Will
Ideally, everyone should make out a will as soon as you are on your own and have any property or assets, just to be sure that in case an unexpected early death, your wishes will be known and carried out. A will should be updated every few years, especially at major events in your life time, such as marriage, birth of a child, divorce, or death of a spouse.
For our parents, we need to make sure that the will is current, that the person selected to be the executor is still available and able to do the job. While naming a guardian for minor children can be dropped as the children grow older, there are other changes that need to be made. Perhaps a couple used a portion of their savings to help one child buy a house or pay off catastrophic medical bills, and now wants to decrease that child's inheritance accordingly. An adult child may die, move away and out of touch with the family, or have other family conflicts that change their status with the parents. These changes need to be reflected in both wills.

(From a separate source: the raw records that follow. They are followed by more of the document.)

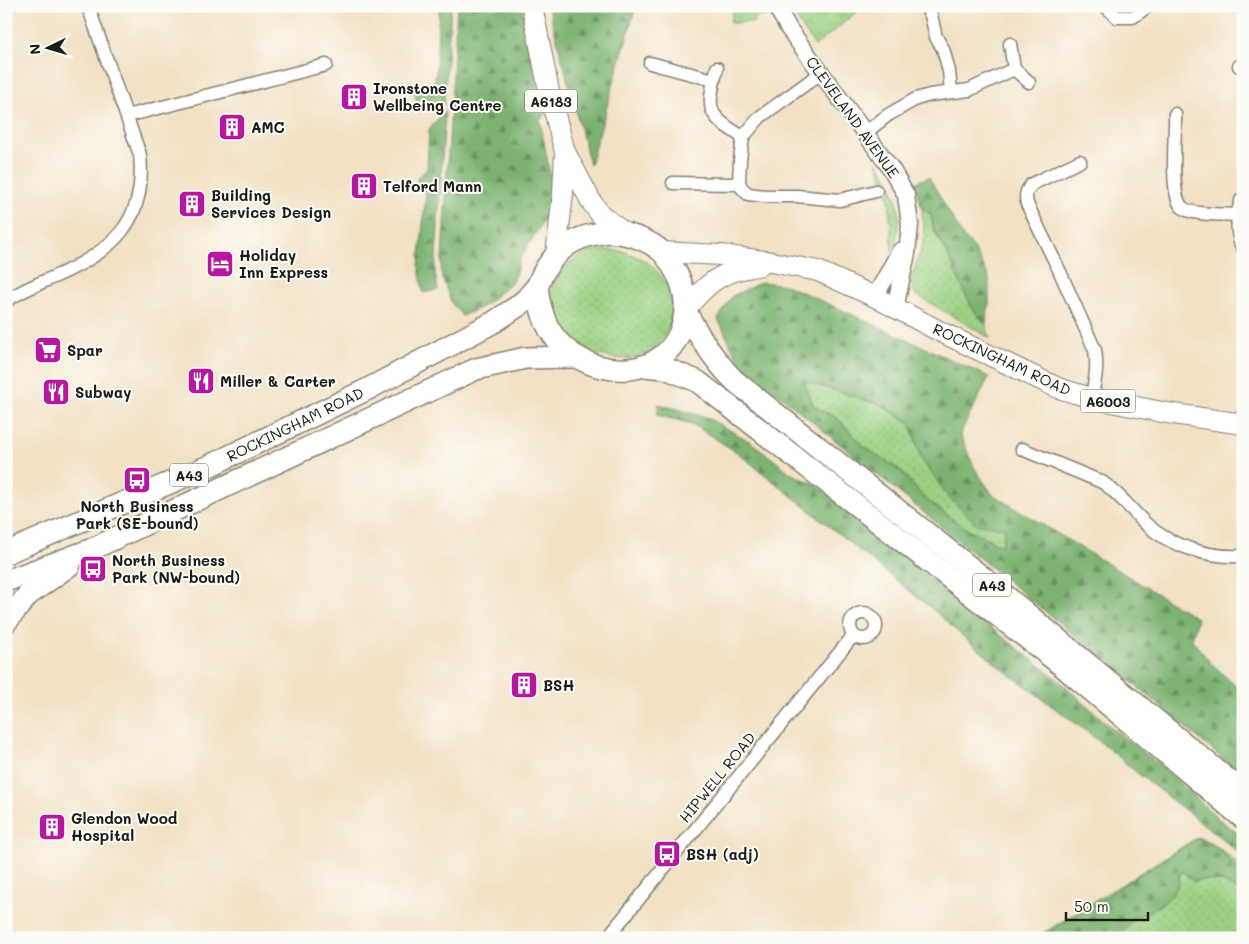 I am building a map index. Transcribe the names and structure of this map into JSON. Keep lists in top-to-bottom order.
{
  "streets": {
    "highway": ["ROCKINGHAM ROAD", "A43"],
    "main road": ["A6183", "A6003"],
    "street": ["CLEVELAND AVENUE", "HIPWELL ROAD"]
  },
  "crossings": [
    ["A6183", "ROCKINGHAM ROAD"],
    ["A6183", "A43"],
    ["CLEVELAND AVENUE", "ROCKINGHAM ROAD"],
    ["ROCKINGHAM ROAD", "A43"]
  ],
  "places": {
    "building": [
      "Ironstone Wellbeing Centre",
      "AMC",
      "Telford Mann",
      "Building Services Design",
      "BSH",
      "Glendon Wood Hospital"
    ],
    "hotel": ["Holiday Inn Express"],
    "supermarket": ["Spar"],
    "restaurant": ["Miller & Carter", "Subway"],
    "bus stop": ["North Business Park (SE-bound)", "North Business Park (NW-bound)", "BSH (adj)"]
  },
  "scale_bar": "50 m",
  "north": "left"
}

In many cases, a will is reciprocal, written for both spouses at once, each naming the surviving partner as beneficiary. This could work well in most cases, but not always, as one the surviving spouse in incapacitated and unable to deal with arrangements, probate, taxes, and the other necessities of widowhood. My grandfather remarried, after his first wife died, when I was very young. When he died, all his property and possessions went to his second wife because he had no will. She lived another ten years and when she died, her family inherited everything. My mother and her brothers, the children of his first marriage, didn't get any of the family items they had grown up with and loved, not even old family albums and histories, because he didn't have a will stating what possessions went to who.

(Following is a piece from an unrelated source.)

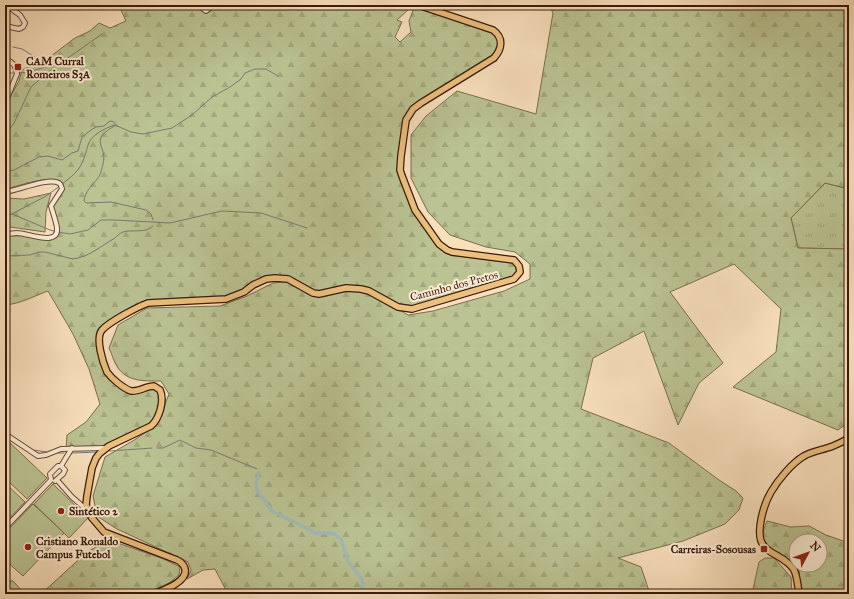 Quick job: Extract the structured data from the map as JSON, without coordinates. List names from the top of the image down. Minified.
{"streets":{"main road":["Caminho dos Pretos"]},"places":{"transit":["CAM Curral Romeiros S3A","Carreiras-Sosousas"],"other":["Sintético 2","Cristiano Ronaldo Campus Futebol"]},"north":"top right"}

Another option in inheritance, if there is only one child, is to have the half of the jointly-owned property of the deceased go to the child, rather than the spouse. My parents had purchased a house for the three of us to live in after I had to go on SS Disability. When my father passed away, his half of the property came to me so I owned it jointly with my mother. With no other beneficiaries, it made for a much easier probate and allowed us to retain the house with no hassle.